CHICAGO (FRONTLINE MEDICAL NEWS) – With the ICD-10 transition looming, delegates to the annual meeting of the American Medical Association House of Delegates want their organization to advocate for giving some room to physicians to adjust.

A resolution submitted by the Alabama delegation calls on the AMA to push for a 2-year grace period during which physicians would not be penalized for errors, mistakes, and other system malfunctions, and payments would not be withheld due to coding errors.

Dr. W. Jeff Terry, chairman of the Alabama delegation, noted that, despite the AMA’s policies and efforts against ICD-10, the government stands firm on its Oct. 1 implementation date.

“I truly believe that we have just not educated Congress well enough as to the issues of the consequences of ICD-10,” Dr. Terry said.

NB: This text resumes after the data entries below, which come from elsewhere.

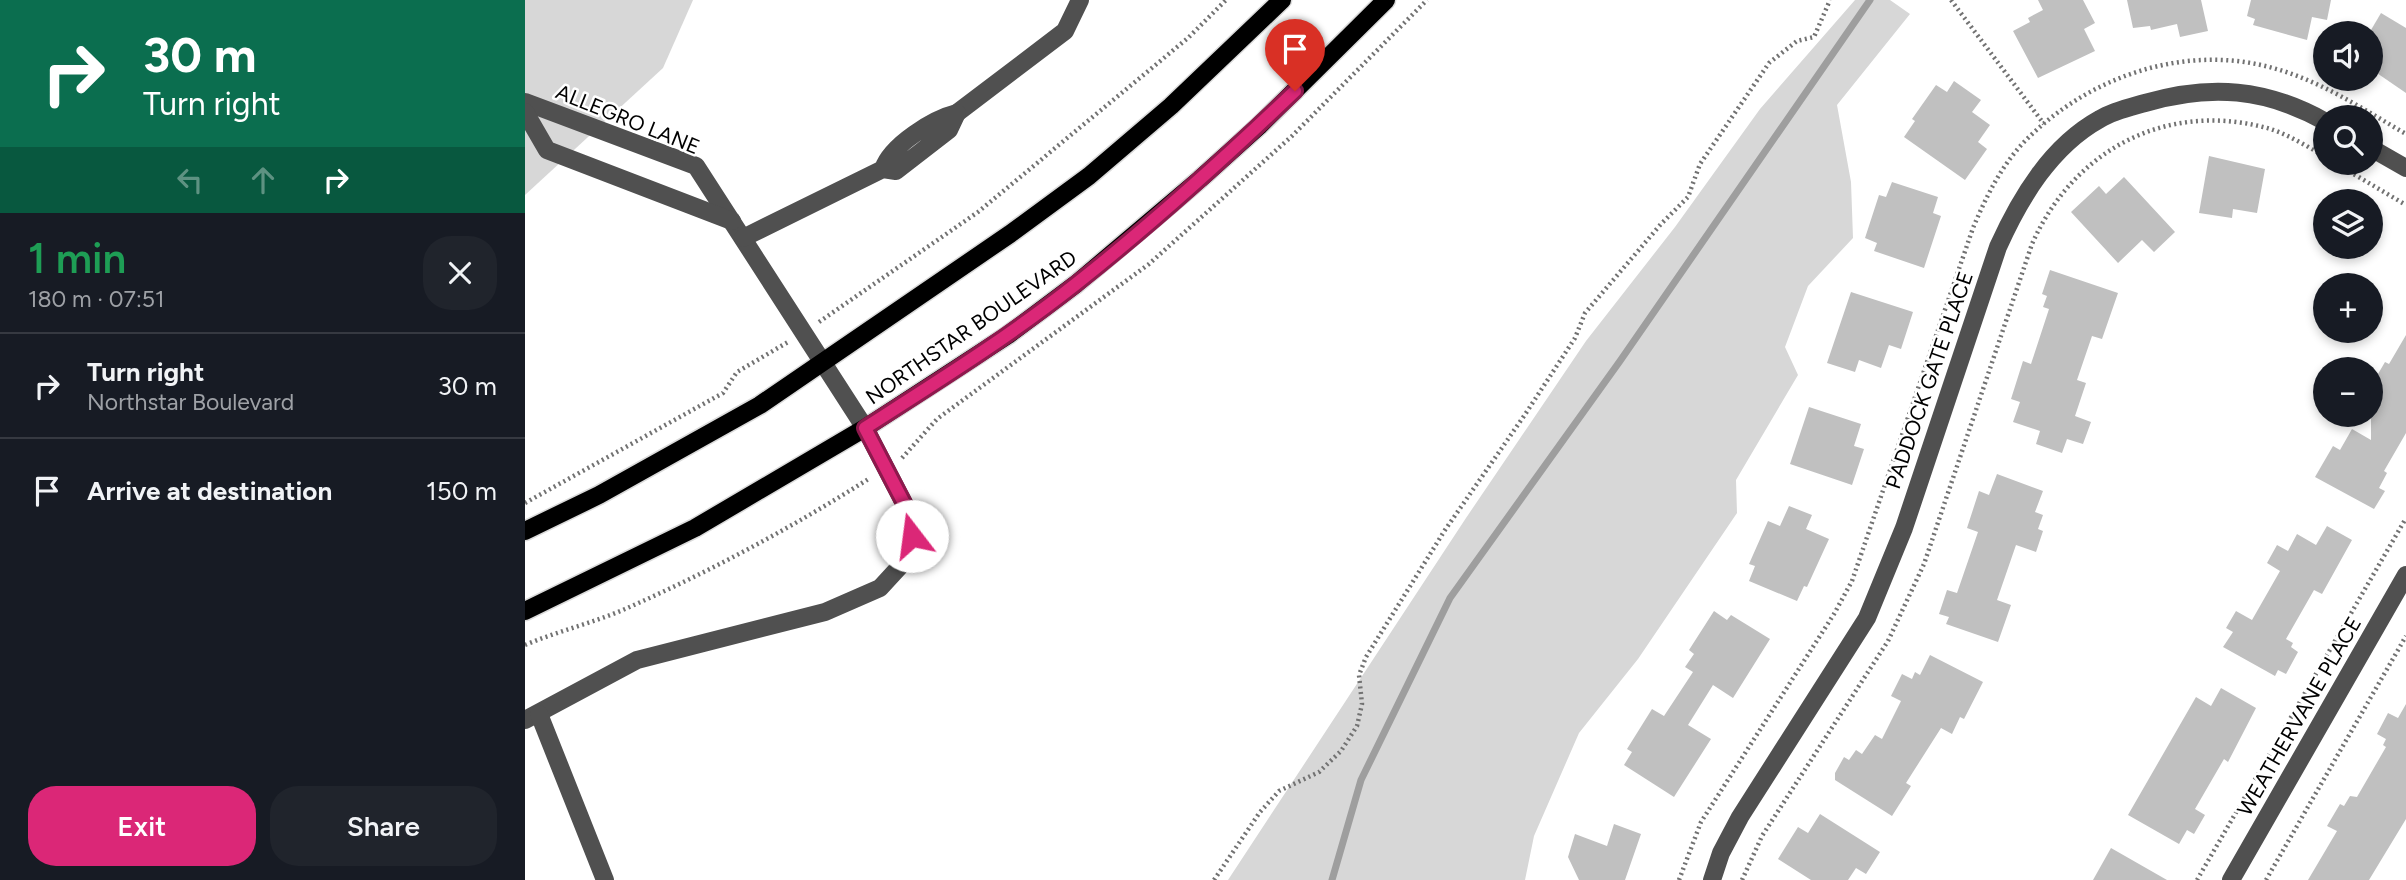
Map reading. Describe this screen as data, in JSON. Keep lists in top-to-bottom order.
{
  "streets": {
    "main road": ["NORTHSTAR BOULEVARD"],
    "street": ["ALLEGRO LANE", "PADDOCK GATE PLACE", "WEATHERVANE PLACE"]
  },
  "crossings": [
    ["ALLEGRO LANE", "NORTHSTAR BOULEVARD"]
  ],
  "page": {
    "turn": ["30 m", "Turn right"],
    "map_buttons": ["+", "−"],
    "heading": ["1 min", "180 m · 07:51"],
    "list": [
      {
        "name": "Turn right",
        "note": "Northstar Boulevard",
        "value": "30 m"
      },
      {
        "name": "Arrive at destination",
        "value": "150 m"
      }
    ],
    "buttons": ["Exit", "Share"]
  }
}
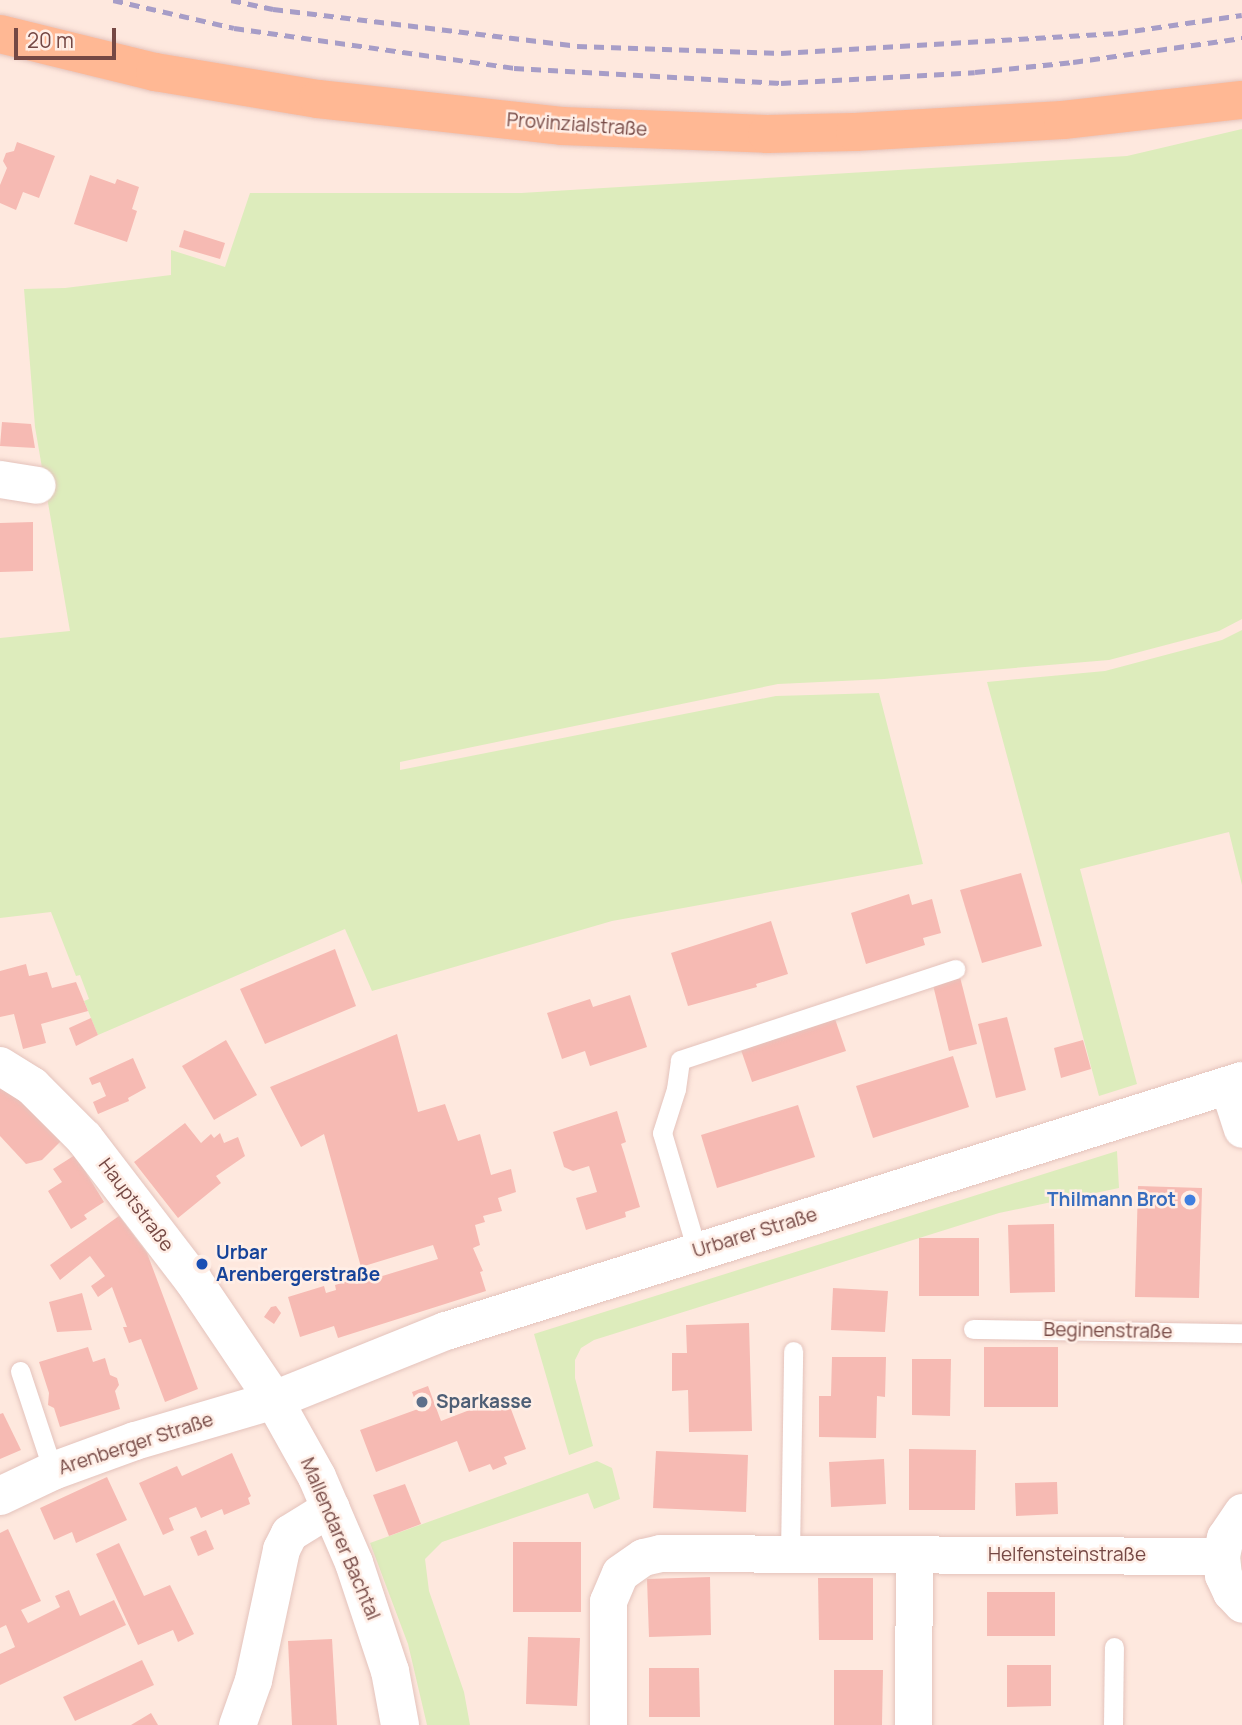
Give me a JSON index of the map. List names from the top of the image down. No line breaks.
{"streets":{"main road":["Provinzialstraße"],"street":["Hauptstraße","Urbarer Straße","Arenberger Straße","Mallendarer Bachtal","Helfensteinstraße"],"lane":["Beginenstraße"]},"crossings":[["Hauptstraße","Urbarer Straße"],["Hauptstraße","Arenberger Straße"],["Hauptstraße","Mallendarer Bachtal"],["Urbarer Straße","Arenberger Straße"],["Urbarer Straße","Mallendarer Bachtal"],["Arenberger Straße","Mallendarer Bachtal"]],"places":["Thilmann Brot","Urbar Arenbergerstraße","Sparkasse"],"scale_bar":"20 m"}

“We – as our AMA, me, and all of you – just haven’t done our job well enough. … I want to stress here today what our AMA message should be from out of this meeting. Even though the American Medical Association is firm in its view that the switch to ICD-10 is a mistake, we also recognized that there are other groups that are fighting to maintain the Oct. 1 implementation date. In order to maintain patients’ access to care and protect physicians’ practices, we offer a compromise solution that will allow ICD-10 to be implemented as planned on Oct. 1, and at same time, protect physicians from suffering financial consequences as a result of coding errors and mistakes for a 2-year period,” he said.

He called for the AMA to put in motion a letter-writing campaign to advocate for the grace period. “This should be our number-one priority, at least from now until Oct. 1, when it won’t matter.”

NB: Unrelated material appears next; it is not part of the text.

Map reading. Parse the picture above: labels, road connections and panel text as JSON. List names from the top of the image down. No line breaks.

Dr. Wanda Filer, delegate from the American Academy of Family Physicians, echoed Dr. Terry.

“At this point, we believe that the adoption of ICD-10 is inevitable and, recognizing that advocacy resources are finite, we would like to encourage our AMA to work with CMS to prepare for this and ensure a soft landing for all physicians and patients … rather than a hard start,” said Dr. Filer, who is also AAFP president-elect.

Delegates suggested that the organization focus on how ICD-10 requirements could affect small practices and their patients. They called on the AMA to track data on rejected claims, payment delays resulting from coding errors, and the impact on patient volume.

Reference Committee B, which addresses matters of federal legislation, considered a number of other issues, almost without dissent. One exception was a resolution advocating for background checks on all gun sales, which met with some resistance as being onerous for certain people in specific situations.

Resolutions will be voted on by the full House of Delegates June 8-10.